MATERIALS PROVIDED
-.-.-
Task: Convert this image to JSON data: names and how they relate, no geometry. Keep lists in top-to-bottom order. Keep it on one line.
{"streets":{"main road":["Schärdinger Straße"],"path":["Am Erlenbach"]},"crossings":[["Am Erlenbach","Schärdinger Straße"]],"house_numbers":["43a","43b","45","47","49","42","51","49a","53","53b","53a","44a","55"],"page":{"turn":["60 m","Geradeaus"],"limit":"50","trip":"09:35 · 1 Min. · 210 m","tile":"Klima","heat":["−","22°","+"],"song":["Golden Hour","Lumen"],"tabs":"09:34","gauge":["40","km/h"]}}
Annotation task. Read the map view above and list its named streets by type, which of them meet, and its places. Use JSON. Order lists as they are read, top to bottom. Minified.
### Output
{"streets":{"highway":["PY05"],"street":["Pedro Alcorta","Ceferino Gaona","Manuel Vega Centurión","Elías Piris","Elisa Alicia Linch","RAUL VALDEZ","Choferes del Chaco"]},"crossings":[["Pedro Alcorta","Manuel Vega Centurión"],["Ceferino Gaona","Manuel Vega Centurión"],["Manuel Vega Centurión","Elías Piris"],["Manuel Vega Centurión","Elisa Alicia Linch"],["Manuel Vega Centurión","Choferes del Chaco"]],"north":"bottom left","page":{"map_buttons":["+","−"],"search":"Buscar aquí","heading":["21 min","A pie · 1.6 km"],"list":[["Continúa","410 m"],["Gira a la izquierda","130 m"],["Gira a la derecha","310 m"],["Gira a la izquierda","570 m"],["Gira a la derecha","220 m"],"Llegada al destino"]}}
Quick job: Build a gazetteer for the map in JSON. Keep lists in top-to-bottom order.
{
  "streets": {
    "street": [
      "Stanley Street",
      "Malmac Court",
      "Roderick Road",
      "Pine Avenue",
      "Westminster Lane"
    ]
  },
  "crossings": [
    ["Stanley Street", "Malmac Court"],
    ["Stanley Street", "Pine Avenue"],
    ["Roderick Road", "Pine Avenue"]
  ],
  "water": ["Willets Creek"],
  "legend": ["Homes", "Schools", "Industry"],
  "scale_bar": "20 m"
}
-.-.-
WHAT IS BEING ASKED
All lines from the beginning of the listing through the one with "Annotation task. Read" are to be restated word for word, and only those.

ANSWER FOR THIS EXERCISE
Task: Convert this image to JSON data: names and how they relate, no geometry. Keep lists in top-to-bottom order. Keep it on one line.
{"streets":{"main road":["Schärdinger Straße"],"path":["Am Erlenbach"]},"crossings":[["Am Erlenbach","Schärdinger Straße"]],"house_numbers":["43a","43b","45","47","49","42","51","49a","53","53b","53a","44a","55"],"page":{"turn":["60 m","Geradeaus"],"limit":"50","trip":"09:35 · 1 Min. · 210 m","tile":"Klima","heat":["−","22°","+"],"song":["Golden Hour","Lumen"],"tabs":"09:34","gauge":["40","km/h"]}}
Annotation task. Read the map view above and list its named streets by type, which of them meet, and its places. Use JSON. Order lists as they are read, top to bottom. Minified.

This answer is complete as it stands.